--- Supplied material ---
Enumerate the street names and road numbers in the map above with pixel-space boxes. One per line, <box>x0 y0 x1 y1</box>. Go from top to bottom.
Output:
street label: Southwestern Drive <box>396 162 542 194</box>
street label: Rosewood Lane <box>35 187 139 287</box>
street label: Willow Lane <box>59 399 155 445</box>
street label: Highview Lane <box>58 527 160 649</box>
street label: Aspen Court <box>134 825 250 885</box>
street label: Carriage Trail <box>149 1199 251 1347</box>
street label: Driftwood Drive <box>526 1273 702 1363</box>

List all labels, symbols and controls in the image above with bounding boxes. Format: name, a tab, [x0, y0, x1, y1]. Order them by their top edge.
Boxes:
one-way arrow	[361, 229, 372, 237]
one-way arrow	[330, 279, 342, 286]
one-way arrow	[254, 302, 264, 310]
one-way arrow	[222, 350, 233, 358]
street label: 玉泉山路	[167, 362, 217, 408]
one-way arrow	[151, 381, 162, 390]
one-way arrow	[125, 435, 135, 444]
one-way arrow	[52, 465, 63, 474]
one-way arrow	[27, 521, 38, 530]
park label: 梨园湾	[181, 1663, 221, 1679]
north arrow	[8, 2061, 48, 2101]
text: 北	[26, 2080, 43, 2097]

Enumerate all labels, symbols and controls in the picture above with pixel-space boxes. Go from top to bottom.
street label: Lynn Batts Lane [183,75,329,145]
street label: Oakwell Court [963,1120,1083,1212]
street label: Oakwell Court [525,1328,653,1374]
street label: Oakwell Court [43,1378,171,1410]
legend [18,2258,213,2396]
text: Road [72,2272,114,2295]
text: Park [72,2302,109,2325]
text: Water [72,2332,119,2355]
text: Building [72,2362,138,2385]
---
Repeat every record above. Each one must match exactly.

# Result of the task:
Enumerate the street names and road numbers in the map above with pixel-space boxes. One per line, <box>x0 y0 x1 y1</box>. Go from top to bottom.
Output:
street label: Southwestern Drive <box>396 162 542 194</box>
street label: Rosewood Lane <box>35 187 139 287</box>
street label: Willow Lane <box>59 399 155 445</box>
street label: Highview Lane <box>58 527 160 649</box>
street label: Aspen Court <box>134 825 250 885</box>
street label: Carriage Trail <box>149 1199 251 1347</box>
street label: Driftwood Drive <box>526 1273 702 1363</box>

List all labels, symbols and controls in the image above with bounding boxes. Format: name, a tab, [x0, y0, x1, y1]. Order them by their top edge.
Boxes:
one-way arrow	[361, 229, 372, 237]
one-way arrow	[330, 279, 342, 286]
one-way arrow	[254, 302, 264, 310]
one-way arrow	[222, 350, 233, 358]
street label: 玉泉山路	[167, 362, 217, 408]
one-way arrow	[151, 381, 162, 390]
one-way arrow	[125, 435, 135, 444]
one-way arrow	[52, 465, 63, 474]
one-way arrow	[27, 521, 38, 530]
park label: 梨园湾	[181, 1663, 221, 1679]
north arrow	[8, 2061, 48, 2101]
text: 北	[26, 2080, 43, 2097]

Enumerate all labels, symbols and controls in the picture above with pixel-space boxes. Go from top to bottom.
street label: Lynn Batts Lane [183,75,329,145]
street label: Oakwell Court [963,1120,1083,1212]
street label: Oakwell Court [525,1328,653,1374]
street label: Oakwell Court [43,1378,171,1410]
legend [18,2258,213,2396]
text: Road [72,2272,114,2295]
text: Park [72,2302,109,2325]
text: Water [72,2332,119,2355]
text: Building [72,2362,138,2385]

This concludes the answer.